• _Exercise description_: In the data that follows, count each line with the string "Nazar"; the reply is the number only.

(Stored data entries)
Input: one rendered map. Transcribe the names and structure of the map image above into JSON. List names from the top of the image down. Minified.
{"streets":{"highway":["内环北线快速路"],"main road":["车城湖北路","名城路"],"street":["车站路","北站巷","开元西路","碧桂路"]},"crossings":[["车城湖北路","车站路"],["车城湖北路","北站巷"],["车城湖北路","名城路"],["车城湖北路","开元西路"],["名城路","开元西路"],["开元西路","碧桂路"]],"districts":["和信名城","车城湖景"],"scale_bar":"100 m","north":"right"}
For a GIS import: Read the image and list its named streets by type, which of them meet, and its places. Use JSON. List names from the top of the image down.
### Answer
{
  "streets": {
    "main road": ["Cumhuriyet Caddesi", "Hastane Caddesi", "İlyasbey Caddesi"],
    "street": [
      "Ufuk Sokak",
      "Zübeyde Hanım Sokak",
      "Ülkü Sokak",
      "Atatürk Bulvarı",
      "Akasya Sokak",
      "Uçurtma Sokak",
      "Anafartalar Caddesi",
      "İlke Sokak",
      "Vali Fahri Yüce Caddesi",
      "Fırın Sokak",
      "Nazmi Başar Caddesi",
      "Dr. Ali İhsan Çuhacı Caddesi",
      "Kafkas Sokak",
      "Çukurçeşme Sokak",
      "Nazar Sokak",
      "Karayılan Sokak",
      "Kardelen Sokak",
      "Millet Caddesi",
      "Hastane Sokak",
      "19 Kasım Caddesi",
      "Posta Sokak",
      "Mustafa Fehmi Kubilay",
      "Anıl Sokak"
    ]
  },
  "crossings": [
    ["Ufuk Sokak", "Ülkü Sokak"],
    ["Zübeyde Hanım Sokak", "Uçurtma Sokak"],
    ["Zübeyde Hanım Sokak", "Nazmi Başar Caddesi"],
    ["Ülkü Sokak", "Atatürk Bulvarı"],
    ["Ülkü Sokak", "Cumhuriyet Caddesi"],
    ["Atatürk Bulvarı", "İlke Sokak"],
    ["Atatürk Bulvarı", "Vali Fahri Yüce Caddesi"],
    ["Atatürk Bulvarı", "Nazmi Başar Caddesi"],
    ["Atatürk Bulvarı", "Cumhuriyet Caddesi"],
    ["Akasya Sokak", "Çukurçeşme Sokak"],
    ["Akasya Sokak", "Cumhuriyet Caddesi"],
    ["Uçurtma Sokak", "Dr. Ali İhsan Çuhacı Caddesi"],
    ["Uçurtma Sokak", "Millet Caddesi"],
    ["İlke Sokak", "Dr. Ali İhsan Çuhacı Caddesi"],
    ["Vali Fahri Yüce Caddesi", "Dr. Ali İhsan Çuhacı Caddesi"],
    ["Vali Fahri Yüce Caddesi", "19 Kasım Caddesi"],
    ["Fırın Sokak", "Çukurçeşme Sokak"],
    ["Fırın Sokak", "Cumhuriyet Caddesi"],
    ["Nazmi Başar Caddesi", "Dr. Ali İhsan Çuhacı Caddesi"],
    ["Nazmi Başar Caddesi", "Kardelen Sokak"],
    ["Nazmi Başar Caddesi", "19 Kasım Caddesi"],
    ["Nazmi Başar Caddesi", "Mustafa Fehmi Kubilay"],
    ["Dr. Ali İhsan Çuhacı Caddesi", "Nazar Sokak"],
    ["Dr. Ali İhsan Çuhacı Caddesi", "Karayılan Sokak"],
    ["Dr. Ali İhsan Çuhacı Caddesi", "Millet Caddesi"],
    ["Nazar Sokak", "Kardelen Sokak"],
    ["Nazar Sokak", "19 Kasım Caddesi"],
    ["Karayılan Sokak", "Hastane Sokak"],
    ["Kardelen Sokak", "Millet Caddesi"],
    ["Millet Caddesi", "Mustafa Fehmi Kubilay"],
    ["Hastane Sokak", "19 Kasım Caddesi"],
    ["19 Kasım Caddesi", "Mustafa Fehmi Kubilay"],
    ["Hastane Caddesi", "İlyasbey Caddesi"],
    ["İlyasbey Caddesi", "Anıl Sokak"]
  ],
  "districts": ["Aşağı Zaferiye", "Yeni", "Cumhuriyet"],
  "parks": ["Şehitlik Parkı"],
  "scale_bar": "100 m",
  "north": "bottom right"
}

• _Exercise result_: 4